Od wczoraj schodzę na dół i oczom nie wierzę. No jak nie, jak tak. Oczywiście, że po wyjechaniu kozy, odczuliśmy ulgę, spokój oraz zachwyt przestronnością naszego wilanowskiego a.paʁ.tǝ.mɑ̃. Niech wam będzie: maison – jestem szczodra, bo mamy prawie-już-święta i mi się udziela miłość do świata i wyrozumiałość dla ludzi. Chwilowo.
No więc nie dość, że nic nie huczy, to jeszcze człowiek nie musi skakać przez rury przebijające podłogę, ani przeciskać się bokiem, na wdechu, koło zamrażarki. Bajka.

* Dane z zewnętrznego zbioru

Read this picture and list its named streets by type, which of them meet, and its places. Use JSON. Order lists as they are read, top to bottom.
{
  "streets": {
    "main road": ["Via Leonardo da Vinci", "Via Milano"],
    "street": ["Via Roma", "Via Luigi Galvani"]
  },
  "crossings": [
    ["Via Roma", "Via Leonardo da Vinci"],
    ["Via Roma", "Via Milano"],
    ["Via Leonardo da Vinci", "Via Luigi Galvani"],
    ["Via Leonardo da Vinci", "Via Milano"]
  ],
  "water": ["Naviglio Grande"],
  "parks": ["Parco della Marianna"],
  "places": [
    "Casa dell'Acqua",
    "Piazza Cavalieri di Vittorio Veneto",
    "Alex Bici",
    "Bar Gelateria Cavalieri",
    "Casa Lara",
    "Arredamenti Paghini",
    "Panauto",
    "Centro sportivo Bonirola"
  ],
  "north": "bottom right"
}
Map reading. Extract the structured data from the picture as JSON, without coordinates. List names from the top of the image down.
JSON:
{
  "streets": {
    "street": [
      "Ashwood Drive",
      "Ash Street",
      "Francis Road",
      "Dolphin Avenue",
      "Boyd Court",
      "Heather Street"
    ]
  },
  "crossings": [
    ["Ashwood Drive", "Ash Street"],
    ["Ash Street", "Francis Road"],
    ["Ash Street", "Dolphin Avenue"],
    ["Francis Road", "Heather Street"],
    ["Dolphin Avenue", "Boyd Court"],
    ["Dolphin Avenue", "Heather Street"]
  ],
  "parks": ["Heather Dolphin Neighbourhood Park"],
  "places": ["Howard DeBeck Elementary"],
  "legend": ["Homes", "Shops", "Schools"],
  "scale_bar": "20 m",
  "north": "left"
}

Panicze z pomocą Ojca Dyrektora przesunęli wysuniętą na środek bibliotekę i załadowali z powrotem na półki książki z poddasza, a nawet wytarli kurz, tynk i fruwające kulki styropianu (fakt, że po piątej pyskówce…) i umyli podłogi, więc nasz szesnastometrowy salon odzyskał swój potencjał. Może nawet wreszcie pójdę obejrzeć jakiś film albo włączyć muzykę.
A, no bo były te mikołajki przecież. I moi panowie obdarowali mnie DVD Barbie (The Movie), na który nie zdążyłam pójść do kina. Więc teraz mogłabym sobie go wreszcie obejrzeć. W ciszy i spokoju.
Naprawdę nie napisałam ani słowa na temat mojego nowego hobby??? No coś podobnego…
Nie mogłam uwierzyć w to, że ktoś nie zna szmoncesu o kozie. Ani nawet nie kojarzy tego – mocno funkcjonującego w codziennym języku, moim zdaniem, powiedzenia. I tak palnęłam tą kozą, i zderzyłam się ze ścianą.
Nie skomentowałam.
Po drugiej stronie koziego niewypału była pielęgniarka z igłą do pobierania krwi. Wolałam nie ryzykować.